Documentation for server.Policy does not agree with implementation

zenhack opened this issue 3 years ago · comments

The documentation for server.Policy indicates that when the limits are exceeded calls will immediately return exceptions. However, when pairing to debug #189, @lthibault and I discovered this is not actually what happens. Instead, the receive loop just blocks until an item in the queue clears.

However, I do not actually think what the documentation describes is what we want; this would mean lost messages if the sender is sending too fast, and it seems like it would be challenging to program around. We really want some kind of backpressure like that provided by the C++ implementation's streaming support.

I propose the following roadmap for dealing with memory/backpressure instead:

Short term, fix the docs to describe what the code actually does.
Slightly longer term, get rid of the bounded queue and replace it with an unbounded one.
Remove the server.Policy type entirely.
Implement something like the C++ implementation's per connection flow limit, for some soft backpressure at the connection level. Probably as a field on rpc.Options
Implement per-object flow control as is done in the C++ implementation for streaming specifically. I think we can do this for all clients irrespective of the streaming annotation, without changing any APIs; we just need to block the caller in appropriate places.
In rpc.Options, add a field for a hard limit on memory consumed by outstanding rpc messages (of all types, including returns), after which the connection will just be dropped.

Thoughts?

@zombiezen, particularly since I'm proposing removing something you added for v3, I would appreciate your thoughts.

Roxy Light · Answer 1 · Mon Dec 13 2021 12:43:05 GMT+0800 (China Standard Time)

The documentation for server.Policy indicates that when the limits are exceeded calls will immediately return exceptions. [...] Instead, the receive loop just blocks until an item in the queue clears.

Yeah, looks like I introduced that in 27748fa without updating docs. Sorry.

However, I do not actually think what the documentation describes is what we want; this would mean lost messages if the sender is sending too fast, and it seems like it would be challenging to program around. We really want some kind of backpressure like that provided by the C++ implementation's streaming support.

I agree, server.Policy seems like a kludge and it would be a better developer experience to have backpressure than to have a capability reject method calls. My memory is hazy here on details, but it seems like I might have realized the mistake and was trying to move more toward backpressure.

I did spill a lot of words at the time I was crunching through this that might help explain: https://groups.google.com/g/capnproto/c/A4LiXXd1t94/m/GkFH1AK-AgAJ

The fundamental insight that I have is that Cap'n Proto RPC is a work plan stream across all capabilities. You necessarily need to queue under the assumption traffic will be bursty, but there are situations that can deadlock if not enough work resolves in time.

IIUC, if there's protocol-level support for applying backpressure to individual objects while preserving E-Order, that would be better than the state of the world when I was trying to hack in server.Policy.

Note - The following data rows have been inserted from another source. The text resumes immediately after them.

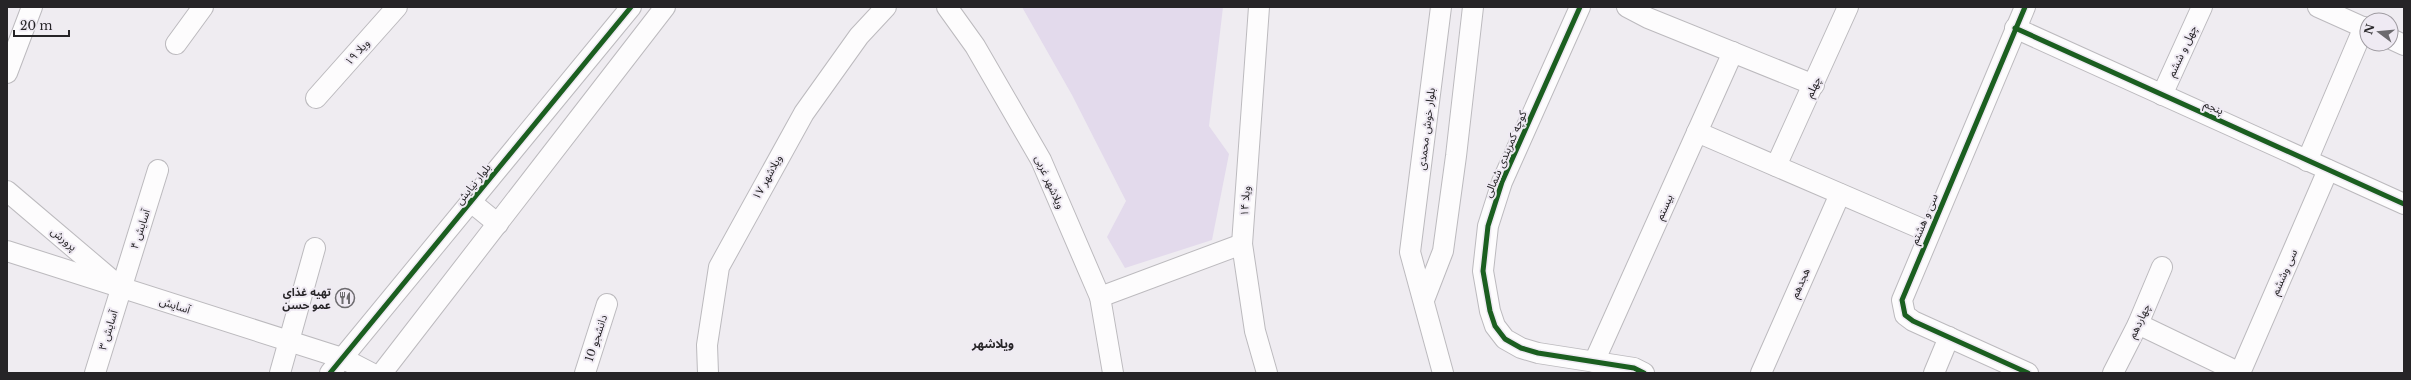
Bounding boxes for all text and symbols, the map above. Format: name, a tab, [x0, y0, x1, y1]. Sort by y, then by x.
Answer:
scale bar	[14, 12, 69, 38]
north arrow	[2359, 12, 2399, 52]
text: 20 m	[20, 18, 52, 33]
street label: چهل و ششم	[2164, 22, 2202, 80]
text: N	[2361, 22, 2378, 36]
street label: ۱۹ ویلا	[342, 36, 373, 68]
street label: چهلم	[1802, 74, 1826, 101]
street label: بلوار خوش محمدی	[1414, 87, 1438, 171]
street label: پنجم	[2201, 96, 2226, 119]
street label: کوچه کمربندی شمالی	[1480, 108, 1531, 200]
street label: ویلاشهر ۱۷	[749, 152, 785, 202]
street label: ویلاشهر غربی	[1032, 153, 1068, 211]
street label: بلوار نیایش	[452, 161, 494, 207]
street label: ۱۴ ویلا	[1237, 185, 1253, 217]
street label: سی و هشتم	[1907, 191, 1943, 247]
street label: بیستم	[1652, 192, 1678, 223]
street label: ۴ آسایش	[127, 207, 153, 251]
street label: پرورش	[47, 224, 80, 255]
street label: سی وششم	[2268, 246, 2302, 298]
street label: هجدهم	[1787, 266, 1815, 301]
place label: تهیه غذای عمو حسن	[282, 285, 331, 312]
restaurant icon: تهیه غذای عمو حسن	[334, 287, 356, 309]
street label: آسایش	[158, 293, 193, 317]
street label: چهاردهم	[2125, 301, 2155, 341]
street label: ۳ آسایش	[95, 308, 121, 352]
street label: دانشجو 10	[582, 313, 610, 363]
district label: ویلاشهر	[971, 336, 1014, 351]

An unbounded queue sounds potentially dangerous, though, but I think you're addressing that with the rpc.Options memory limit? That does match with my insight above.

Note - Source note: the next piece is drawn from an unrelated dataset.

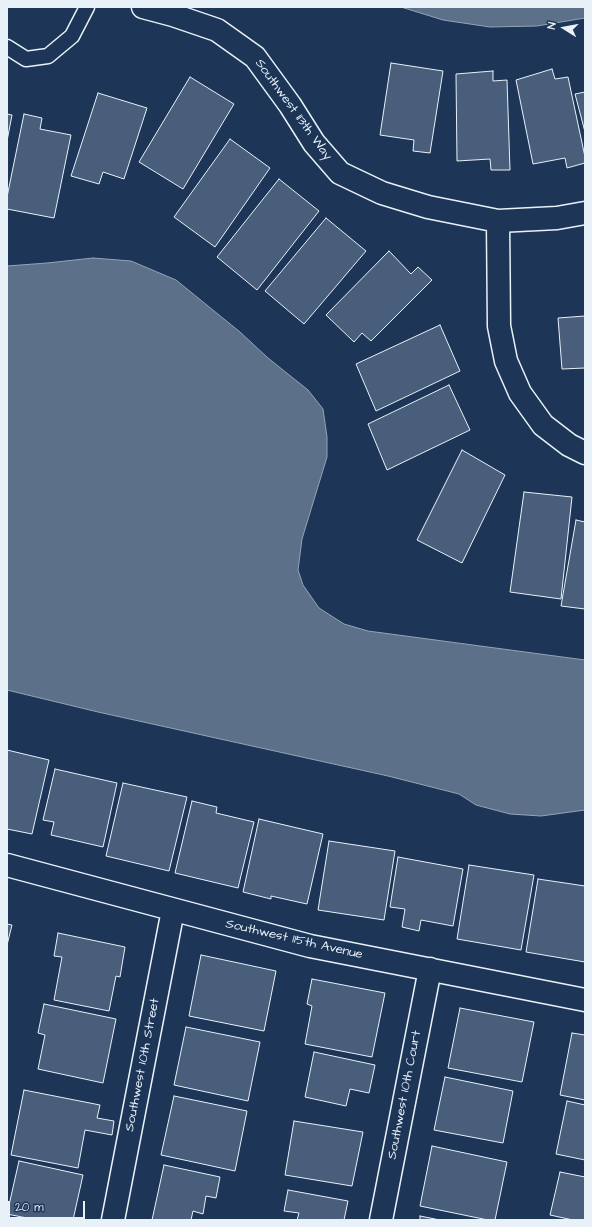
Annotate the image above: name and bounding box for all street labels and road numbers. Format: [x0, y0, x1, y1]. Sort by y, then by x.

Ian Denhardt · Answer 2 · Mon Dec 13 2021 13:24:10 GMT+0800 (China Standard Time)

An unbounded queue sounds potentially dangerous, though, but I think you're addressing that with the rpc.Options memory limit? That does match with my insight above.

Right, the idea is that rather than relying on a queue bound for memory limiting, we'd track it manually. But we would expect under normal circumstances we would never reach the memory limit; it's not for backpressure, it's a stopgap for abuse, and we just drop the connection if it is breached. We rely on cooperative mechanisms for "normal" backpressure. See also #198, where I started working on per-object backpressure.

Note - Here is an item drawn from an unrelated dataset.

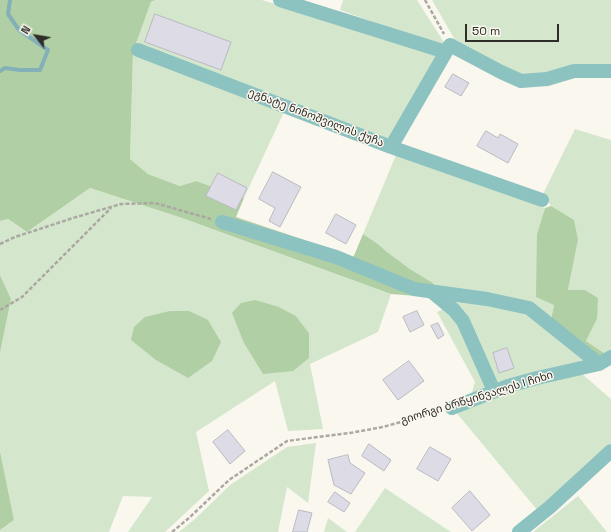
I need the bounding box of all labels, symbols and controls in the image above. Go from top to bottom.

I vaguely remember the mailing list thread. See also https://groups.google.com/g/capnproto/c/wbGvhHaBan4 which from a couple weeks ago.

Roxy Light · Answer 3 · Tue Dec 14 2021 11:23:48 GMT+0800 (China Standard Time)

Cool. Sounds like the right direction; let me know if there's anything else I can help with.

Ian Denhardt · Answer 4 · Sat Aug 27 2022 12:11:13 GMT+0800 (China Standard Time)

Everything on my roadmap above is done except for (1) the connection-level limits and (2) adaptive flow control (which to be fair the C++ implementation doesn't really have anyway; we already have a non-adaptive version). (2) is in progress as #294. I'm going to open a separate issue for the connection limits and close this one.